(Saved entries)
┄┄┄┄┄┄

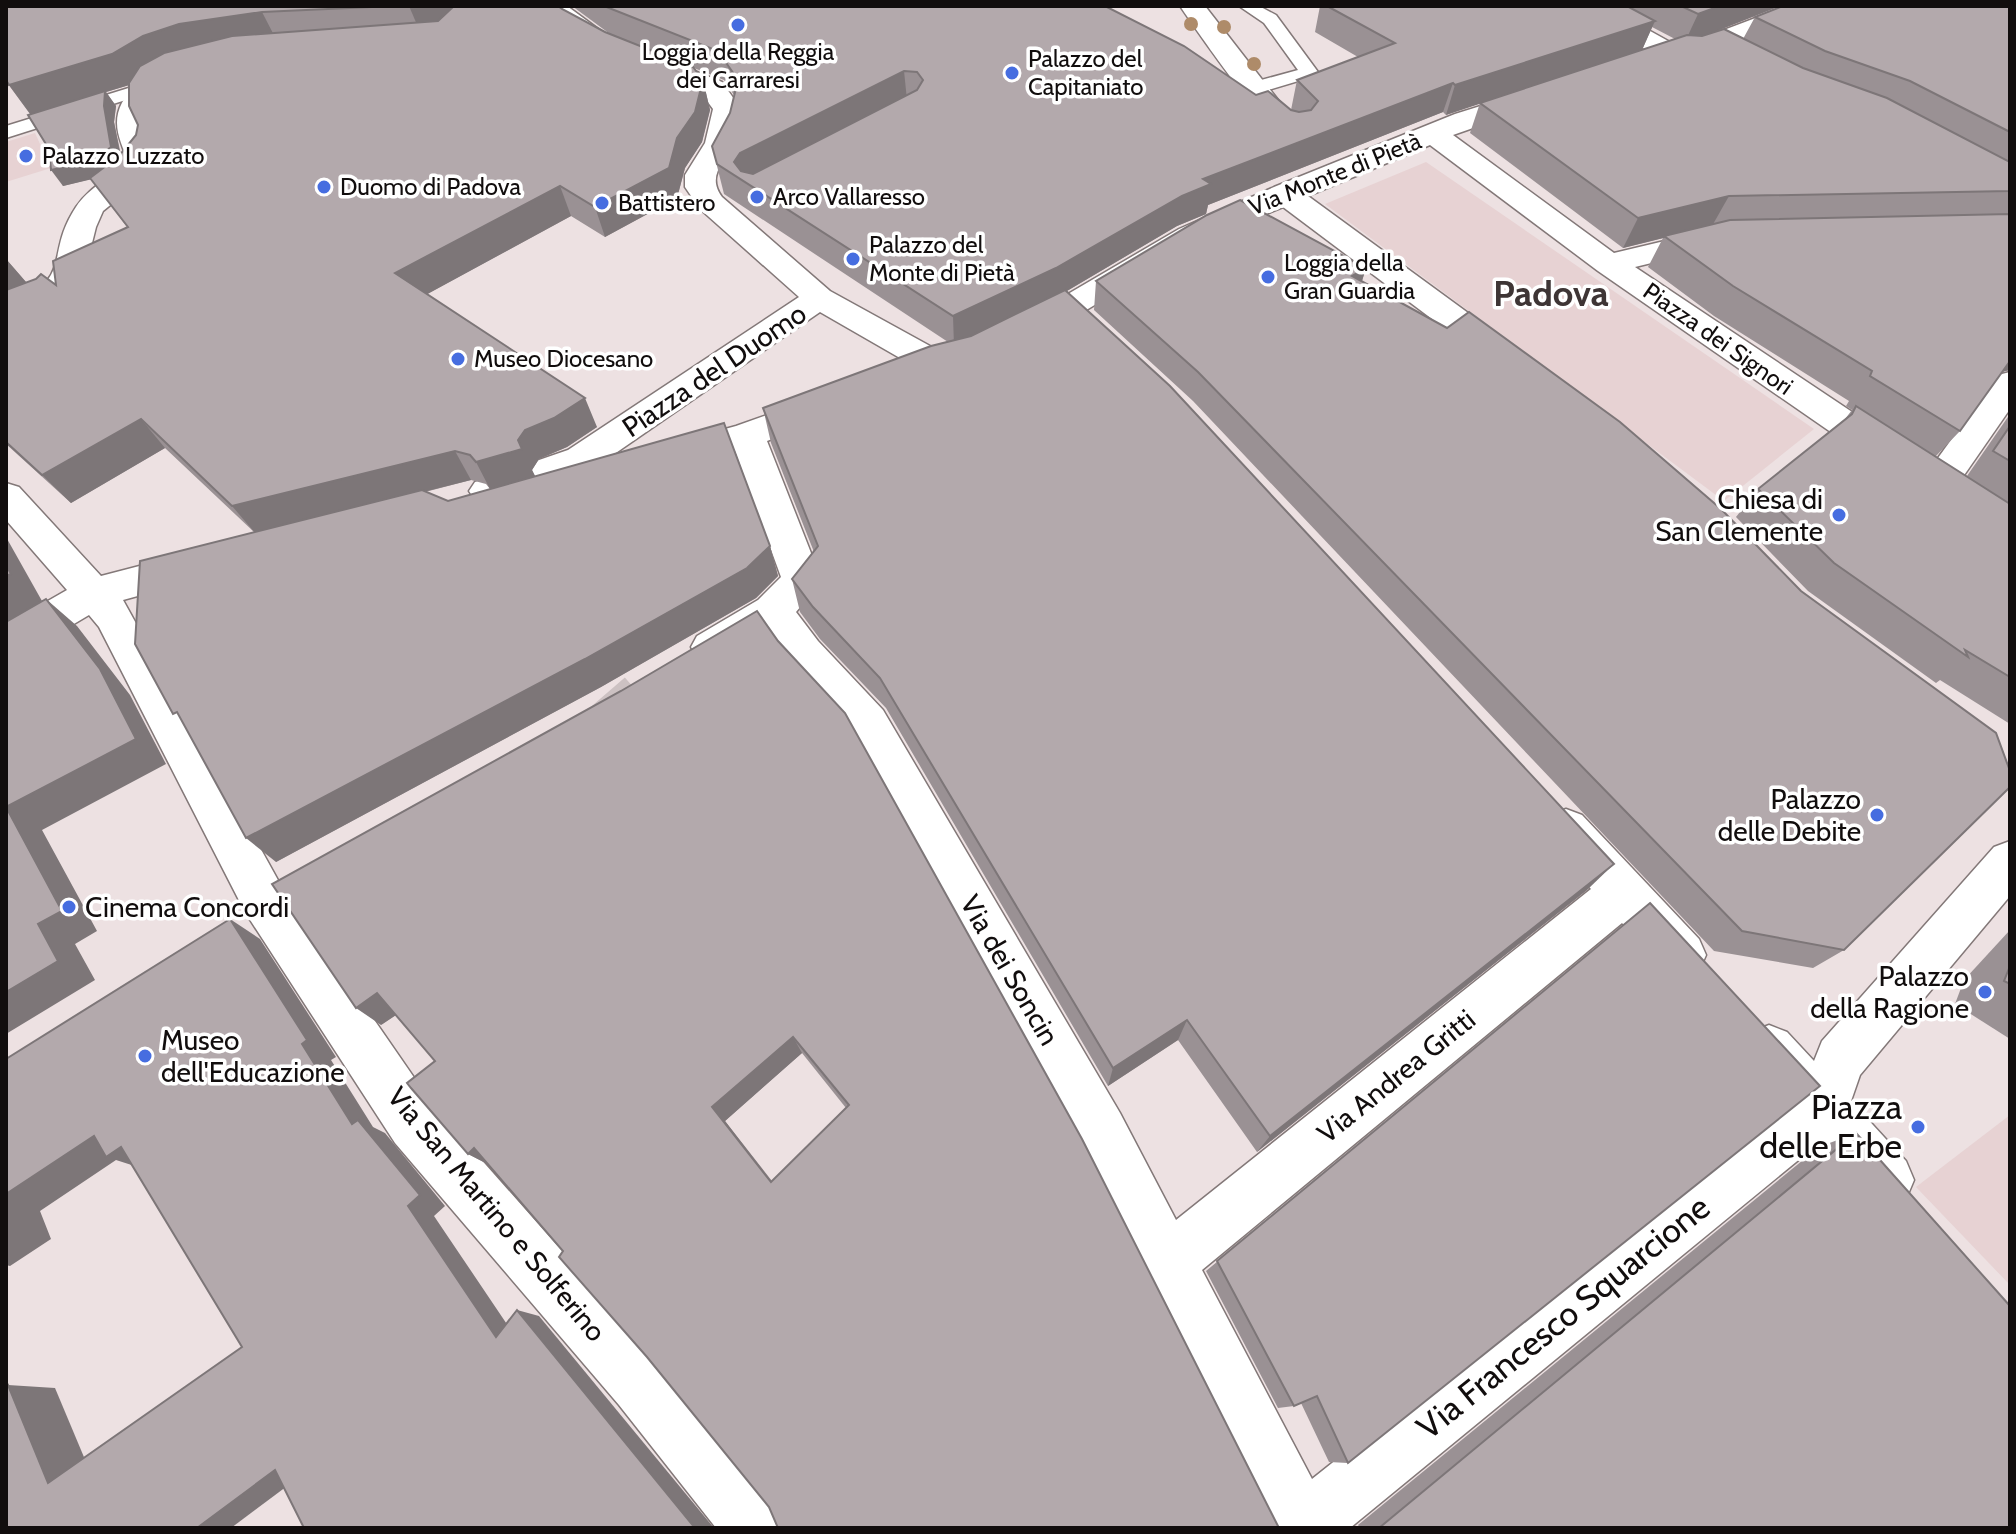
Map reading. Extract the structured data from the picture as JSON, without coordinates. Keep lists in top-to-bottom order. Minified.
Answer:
{"streets":{"street":["Via Monte di Pietà","Piazza dei Signori","Piazza del Duomo","Via dei Soncin","Via Andrea Gritti","Via San Martino e Solferino","Via Francesco Squarcione"]},"crossings":[["Via Monte di Pietà","Piazza dei Signori"],["Via Monte di Pietà","Piazza del Duomo"],["Via dei Soncin","Via Andrea Gritti"],["Via dei Soncin","Via Francesco Squarcione"]],"districts":["Padova"],"places":["Loggia della Reggia dei Carraresi","Palazzo del Capitaniato","Palazzo Luzzato","Duomo di Padova","Arco Vallaresso","Battistero","Palazzo del Monte di Pietà","Loggia della Gran Guardia","Museo Diocesano","Chiesa di San Clemente","Palazzo delle Debite","Cinema Concordi","Palazzo della Ragione","Museo dell'Educazione","Piazza delle Erbe"]}
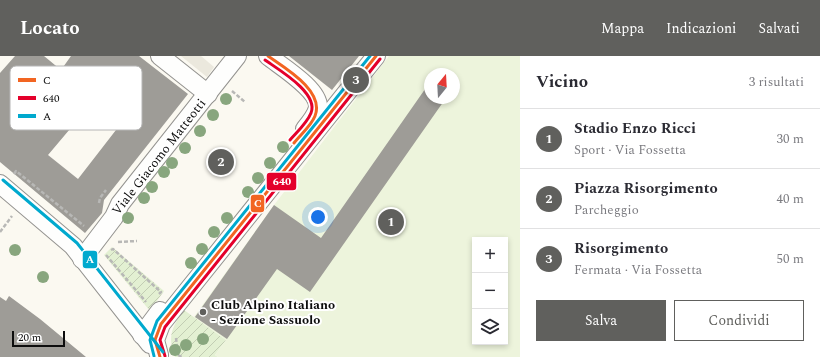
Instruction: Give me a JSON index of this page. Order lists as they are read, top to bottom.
{
  "streets": {
    "street": ["Viale Giacomo Matteotti"]
  },
  "places": ["Club Alpino Italiano - Sezione Sassuolo"],
  "lines": ["transit line C", "transit line A", "transit line 640"],
  "legend": ["C", "640", "A"],
  "scale_bar": "20 m",
  "north": "top",
  "page": {
    "header": "Locato",
    "nav": ["Mappa", "Indicazioni", "Salvati"],
    "heading": ["Vicino", "3 risultati"],
    "pins": ["3", "2", "1"],
    "list": [
      {
        "mark": "1",
        "name": "Stadio Enzo Ricci",
        "note": "Sport · Via Fossetta",
        "value": "30 m"
      },
      {
        "mark": "2",
        "name": "Piazza Risorgimento",
        "note": "Parcheggio",
        "value": "40 m"
      },
      {
        "mark": "3",
        "name": "Risorgimento",
        "note": "Fermata · Via Fossetta",
        "value": "50 m"
      }
    ],
    "map_buttons": ["+", "−"],
    "buttons": ["Salva", "Condividi"],
    "scale": "20 m"
  }
}
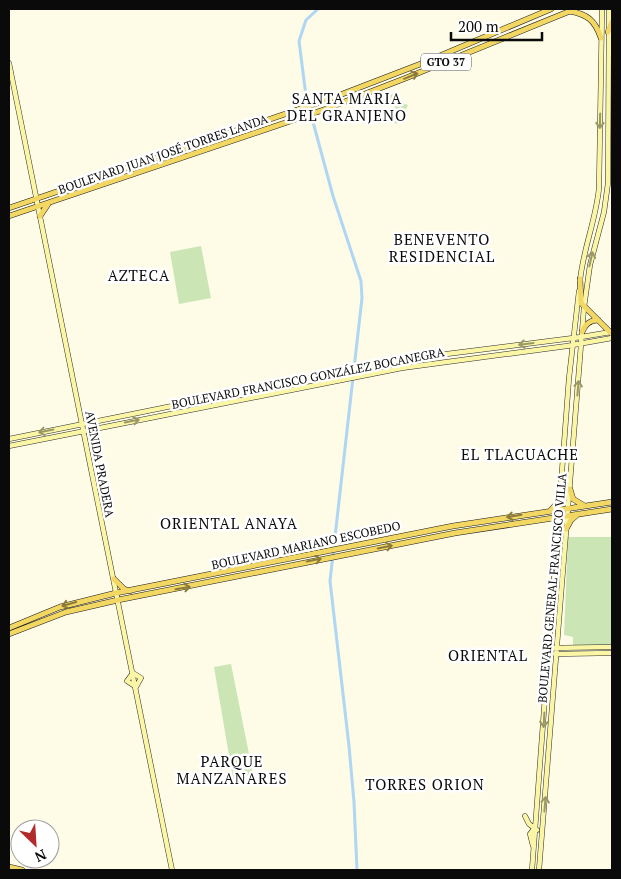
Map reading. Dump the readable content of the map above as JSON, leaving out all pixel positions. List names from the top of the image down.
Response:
{
  "streets": {
    "main road": [
      "GTO 37",
      "BOULEVARD JUAN JOSÉ TORRES LANDA",
      "BOULEVARD FRANCISCO GONZÁLEZ BOCANEGRA",
      "AVENIDA PRADERA",
      "BOULEVARD MARIANO ESCOBEDO",
      "BOULEVARD GENERAL FRANCISCO VILLA"
    ]
  },
  "crossings": [
    ["BOULEVARD JUAN JOSÉ TORRES LANDA", "AVENIDA PRADERA"],
    ["BOULEVARD FRANCISCO GONZÁLEZ BOCANEGRA", "AVENIDA PRADERA"],
    ["BOULEVARD FRANCISCO GONZÁLEZ BOCANEGRA", "BOULEVARD GENERAL FRANCISCO VILLA"],
    ["AVENIDA PRADERA", "BOULEVARD MARIANO ESCOBEDO"],
    ["BOULEVARD MARIANO ESCOBEDO", "BOULEVARD GENERAL FRANCISCO VILLA"]
  ],
  "districts": [
    "SANTA MARIA DEL GRANJENO",
    "BENEVENTO RESIDENCIAL",
    "AZTECA",
    "EL TLACUACHE",
    "ORIENTAL ANAYA",
    "ORIENTAL",
    "PARQUE MANZANARES",
    "TORRES ORION"
  ],
  "scale_bar": "200 m",
  "north": "bottom right"
}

┄┄┄┄┄┄

- [Task item] With the pictures omitted, print the lines above exactly, beginning at the line with "Instruction: Give me" and going on through the line with "Map reading. Dump".

- [Result for this exercise]
Instruction: Give me a JSON index of this page. Order lists as they are read, top to bottom.
{
  "streets": {
    "street": ["Viale Giacomo Matteotti"]
  },
  "places": ["Club Alpino Italiano - Sezione Sassuolo"],
  "lines": ["transit line C", "transit line A", "transit line 640"],
  "legend": ["C", "640", "A"],
  "scale_bar": "20 m",
  "north": "top",
  "page": {
    "header": "Locato",
    "nav": ["Mappa", "Indicazioni", "Salvati"],
    "heading": ["Vicino", "3 risultati"],
    "pins": ["3", "2", "1"],
    "list": [
      {
        "mark": "1",
        "name": "Stadio Enzo Ricci",
        "note": "Sport · Via Fossetta",
        "value": "30 m"
      },
      {
        "mark": "2",
        "name": "Piazza Risorgimento",
        "note": "Parcheggio",
        "value": "40 m"
      },
      {
        "mark": "3",
        "name": "Risorgimento",
        "note": "Fermata · Via Fossetta",
        "value": "50 m"
      }
    ],
    "map_buttons": ["+", "−"],
    "buttons": ["Salva", "Condividi"],
    "scale": "20 m"
  }
}
Map reading. Dump the readable content of the map above as JSON, leaving out all pixel positions. List names from the top of the image down.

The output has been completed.